Exercise: Once the line containing "For a GIS import: Read" is found, return it and every line that follows, up to and including the final line of the material, exactly as written.
= = = = =
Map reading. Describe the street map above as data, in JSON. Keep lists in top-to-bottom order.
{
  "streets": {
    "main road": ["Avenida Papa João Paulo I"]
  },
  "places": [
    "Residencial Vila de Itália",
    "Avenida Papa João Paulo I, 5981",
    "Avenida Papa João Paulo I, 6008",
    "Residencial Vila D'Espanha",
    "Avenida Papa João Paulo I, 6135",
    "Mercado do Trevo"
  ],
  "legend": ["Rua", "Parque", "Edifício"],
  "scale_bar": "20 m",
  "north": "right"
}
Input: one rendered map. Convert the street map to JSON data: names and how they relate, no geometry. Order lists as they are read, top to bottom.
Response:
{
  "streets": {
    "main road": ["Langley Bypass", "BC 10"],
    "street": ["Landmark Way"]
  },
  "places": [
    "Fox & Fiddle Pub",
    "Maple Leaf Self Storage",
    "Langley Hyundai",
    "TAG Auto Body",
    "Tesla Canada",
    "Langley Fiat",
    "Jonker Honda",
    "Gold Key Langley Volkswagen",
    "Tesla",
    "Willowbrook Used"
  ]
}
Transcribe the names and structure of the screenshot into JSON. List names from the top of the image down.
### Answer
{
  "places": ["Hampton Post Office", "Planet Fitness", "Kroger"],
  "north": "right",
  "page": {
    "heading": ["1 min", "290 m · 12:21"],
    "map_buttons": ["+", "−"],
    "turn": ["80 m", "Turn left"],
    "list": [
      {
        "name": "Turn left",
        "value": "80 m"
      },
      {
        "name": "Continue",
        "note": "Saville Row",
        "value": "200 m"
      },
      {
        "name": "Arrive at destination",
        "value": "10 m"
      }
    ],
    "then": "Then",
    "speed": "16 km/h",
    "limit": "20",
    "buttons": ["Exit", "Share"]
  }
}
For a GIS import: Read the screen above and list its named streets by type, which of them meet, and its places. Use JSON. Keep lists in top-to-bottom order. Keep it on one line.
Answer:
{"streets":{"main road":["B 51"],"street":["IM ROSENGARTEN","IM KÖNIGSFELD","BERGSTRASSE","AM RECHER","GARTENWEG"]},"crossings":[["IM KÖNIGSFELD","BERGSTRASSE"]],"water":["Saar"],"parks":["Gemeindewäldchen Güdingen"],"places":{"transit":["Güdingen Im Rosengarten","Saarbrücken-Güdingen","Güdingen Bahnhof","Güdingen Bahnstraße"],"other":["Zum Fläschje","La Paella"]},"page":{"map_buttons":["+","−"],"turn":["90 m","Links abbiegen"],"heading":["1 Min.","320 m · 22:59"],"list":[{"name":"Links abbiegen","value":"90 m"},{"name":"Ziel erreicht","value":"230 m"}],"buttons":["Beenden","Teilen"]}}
= = = = =
Task output:
For a GIS import: Read the screen above and list its named streets by type, which of them meet, and its places. Use JSON. Keep lists in top-to-bottom order. Keep it on one line.
Answer:
{"streets":{"main road":["B 51"],"street":["IM ROSENGARTEN","IM KÖNIGSFELD","BERGSTRASSE","AM RECHER","GARTENWEG"]},"crossings":[["IM KÖNIGSFELD","BERGSTRASSE"]],"water":["Saar"],"parks":["Gemeindewäldchen Güdingen"],"places":{"transit":["Güdingen Im Rosengarten","Saarbrücken-Güdingen","Güdingen Bahnhof","Güdingen Bahnstraße"],"other":["Zum Fläschje","La Paella"]},"page":{"map_buttons":["+","−"],"turn":["90 m","Links abbiegen"],"heading":["1 Min.","320 m · 22:59"],"list":[{"name":"Links abbiegen","value":"90 m"},{"name":"Ziel erreicht","value":"230 m"}],"buttons":["Beenden","Teilen"]}}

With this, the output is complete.